» **Exercise prompt**
The job is to output each record exactly as it stands, pictures excluded.

[Saved entries]
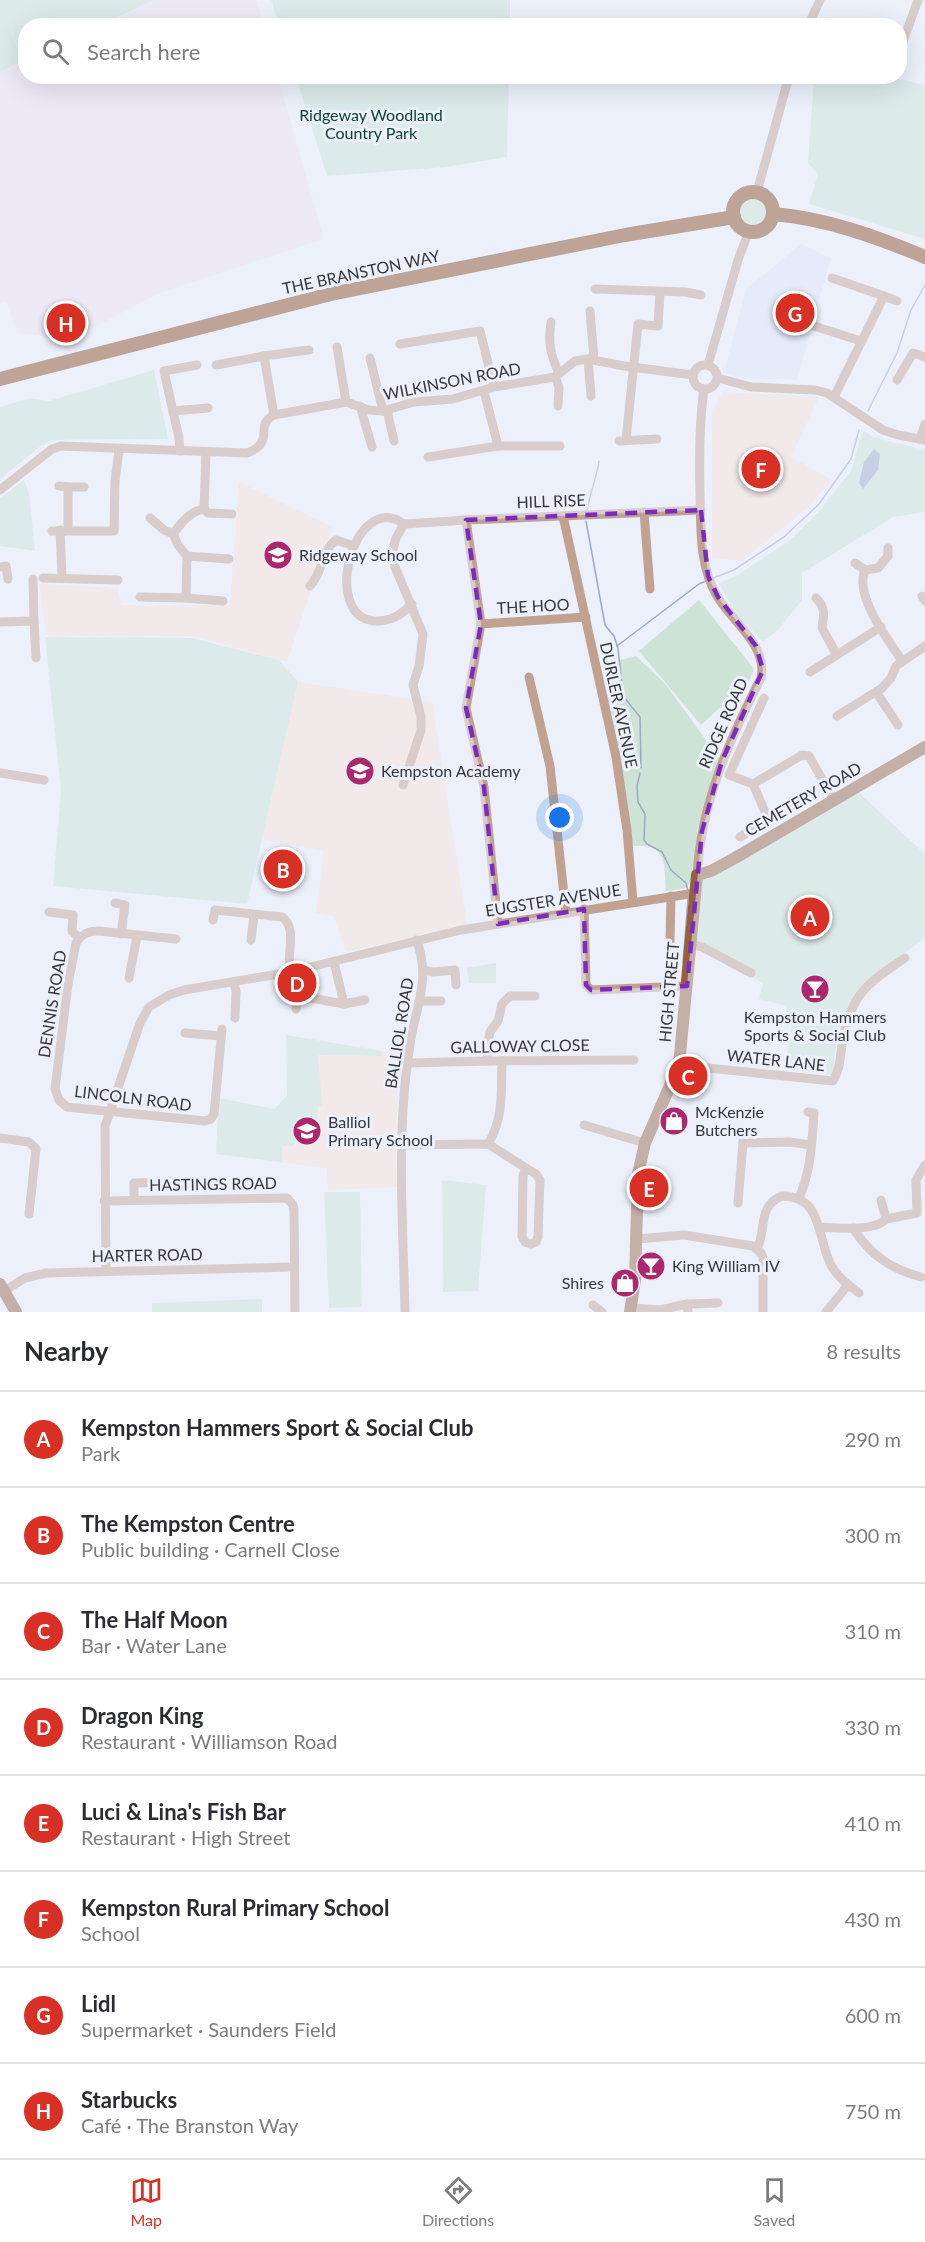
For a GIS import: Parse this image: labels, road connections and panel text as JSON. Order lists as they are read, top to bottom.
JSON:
{
  "streets": {
    "highway": ["THE BRANSTON WAY"],
    "main road": ["CEMETERY ROAD", "HIGH STREET"],
    "street": [
      "WILKINSON ROAD",
      "HILL RISE",
      "THE HOO",
      "DURLER AVENUE",
      "RIDGE ROAD",
      "EUGSTER AVENUE",
      "DENNIS ROAD",
      "BALLIOL ROAD",
      "GALLOWAY CLOSE",
      "WATER LANE",
      "LINCOLN ROAD",
      "HASTINGS ROAD",
      "HARTER ROAD"
    ]
  },
  "crossings": [
    ["HILL RISE", "DURLER AVENUE"],
    ["HILL RISE", "RIDGE ROAD"],
    ["THE HOO", "DURLER AVENUE"],
    ["DURLER AVENUE", "EUGSTER AVENUE"],
    ["RIDGE ROAD", "CEMETERY ROAD"],
    ["RIDGE ROAD", "EUGSTER AVENUE"],
    ["RIDGE ROAD", "HIGH STREET"],
    ["CEMETERY ROAD", "EUGSTER AVENUE"],
    ["CEMETERY ROAD", "HIGH STREET"],
    ["EUGSTER AVENUE", "HIGH STREET"],
    ["EUGSTER AVENUE", "BALLIOL ROAD"],
    ["EUGSTER AVENUE", "LINCOLN ROAD"],
    ["EUGSTER AVENUE", "HASTINGS ROAD"],
    ["EUGSTER AVENUE", "HARTER ROAD"],
    ["HIGH STREET", "WATER LANE"],
    ["DENNIS ROAD", "LINCOLN ROAD"],
    ["BALLIOL ROAD", "GALLOWAY CLOSE"],
    ["HASTINGS ROAD", "HARTER ROAD"]
  ],
  "parks": ["Ridgeway Woodland Country Park"],
  "places": {
    "school or university": ["Ridgeway School", "Kempston Academy", "Balliol Primary School"],
    "bar": ["Kempston Hammers Sports & Social Club", "King William IV"],
    "shop": ["McKenzie Butchers", "Shires"]
  },
  "page": {
    "search": "Search here",
    "pins": [
      "G",
      "H",
      "F",
      "B",
      "A",
      "D",
      "C",
      "E"
    ],
    "heading": ["Nearby", "8 results"],
    "list": [
      {
        "mark": "A",
        "name": "Kempston Hammers Sport & Social Club",
        "note": "Park",
        "value": "290 m"
      },
      {
        "mark": "B",
        "name": "The Kempston Centre",
        "note": "Public building · Carnell Close",
        "value": "300 m"
      },
      {
        "mark": "C",
        "name": "The Half Moon",
        "note": "Bar · Water Lane",
        "value": "310 m"
      },
      {
        "mark": "D",
        "name": "Dragon King",
        "note": "Restaurant · Williamson Road",
        "value": "330 m"
      },
      {
        "mark": "E",
        "name": "Luci & Lina's Fish Bar",
        "note": "Restaurant · High Street",
        "value": "410 m"
      },
      {
        "mark": "F",
        "name": "Kempston Rural Primary School",
        "note": "School",
        "value": "430 m"
      },
      {
        "mark": "G",
        "name": "Lidl",
        "note": "Supermarket · Saunders Field",
        "value": "600 m"
      },
      {
        "mark": "H",
        "name": "Starbucks",
        "note": "Café · The Branston Way",
        "value": "750 m"
      }
    ],
    "nav": ["Map", "Directions", "Saved"]
  }
}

» **Answer for this exercise**
For a GIS import: Parse this image: labels, road connections and panel text as JSON. Order lists as they are read, top to bottom.
JSON:
{
  "streets": {
    "highway": ["THE BRANSTON WAY"],
    "main road": ["CEMETERY ROAD", "HIGH STREET"],
    "street": [
      "WILKINSON ROAD",
      "HILL RISE",
      "THE HOO",
      "DURLER AVENUE",
      "RIDGE ROAD",
      "EUGSTER AVENUE",
      "DENNIS ROAD",
      "BALLIOL ROAD",
      "GALLOWAY CLOSE",
      "WATER LANE",
      "LINCOLN ROAD",
      "HASTINGS ROAD",
      "HARTER ROAD"
    ]
  },
  "crossings": [
    ["HILL RISE", "DURLER AVENUE"],
    ["HILL RISE", "RIDGE ROAD"],
    ["THE HOO", "DURLER AVENUE"],
    ["DURLER AVENUE", "EUGSTER AVENUE"],
    ["RIDGE ROAD", "CEMETERY ROAD"],
    ["RIDGE ROAD", "EUGSTER AVENUE"],
    ["RIDGE ROAD", "HIGH STREET"],
    ["CEMETERY ROAD", "EUGSTER AVENUE"],
    ["CEMETERY ROAD", "HIGH STREET"],
    ["EUGSTER AVENUE", "HIGH STREET"],
    ["EUGSTER AVENUE", "BALLIOL ROAD"],
    ["EUGSTER AVENUE", "LINCOLN ROAD"],
    ["EUGSTER AVENUE", "HASTINGS ROAD"],
    ["EUGSTER AVENUE", "HARTER ROAD"],
    ["HIGH STREET", "WATER LANE"],
    ["DENNIS ROAD", "LINCOLN ROAD"],
    ["BALLIOL ROAD", "GALLOWAY CLOSE"],
    ["HASTINGS ROAD", "HARTER ROAD"]
  ],
  "parks": ["Ridgeway Woodland Country Park"],
  "places": {
    "school or university": ["Ridgeway School", "Kempston Academy", "Balliol Primary School"],
    "bar": ["Kempston Hammers Sports & Social Club", "King William IV"],
    "shop": ["McKenzie Butchers", "Shires"]
  },
  "page": {
    "search": "Search here",
    "pins": [
      "G",
      "H",
      "F",
      "B",
      "A",
      "D",
      "C",
      "E"
    ],
    "heading": ["Nearby", "8 results"],
    "list": [
      {
        "mark": "A",
        "name": "Kempston Hammers Sport & Social Club",
        "note": "Park",
        "value": "290 m"
      },
      {
        "mark": "B",
        "name": "The Kempston Centre",
        "note": "Public building · Carnell Close",
        "value": "300 m"
      },
      {
        "mark": "C",
        "name": "The Half Moon",
        "note": "Bar · Water Lane",
        "value": "310 m"
      },
      {
        "mark": "D",
        "name": "Dragon King",
        "note": "Restaurant · Williamson Road",
        "value": "330 m"
      },
      {
        "mark": "E",
        "name": "Luci & Lina's Fish Bar",
        "note": "Restaurant · High Street",
        "value": "410 m"
      },
      {
        "mark": "F",
        "name": "Kempston Rural Primary School",
        "note": "School",
        "value": "430 m"
      },
      {
        "mark": "G",
        "name": "Lidl",
        "note": "Supermarket · Saunders Field",
        "value": "600 m"
      },
      {
        "mark": "H",
        "name": "Starbucks",
        "note": "Café · The Branston Way",
        "value": "750 m"
      }
    ],
    "nav": ["Map", "Directions", "Saved"]
  }
}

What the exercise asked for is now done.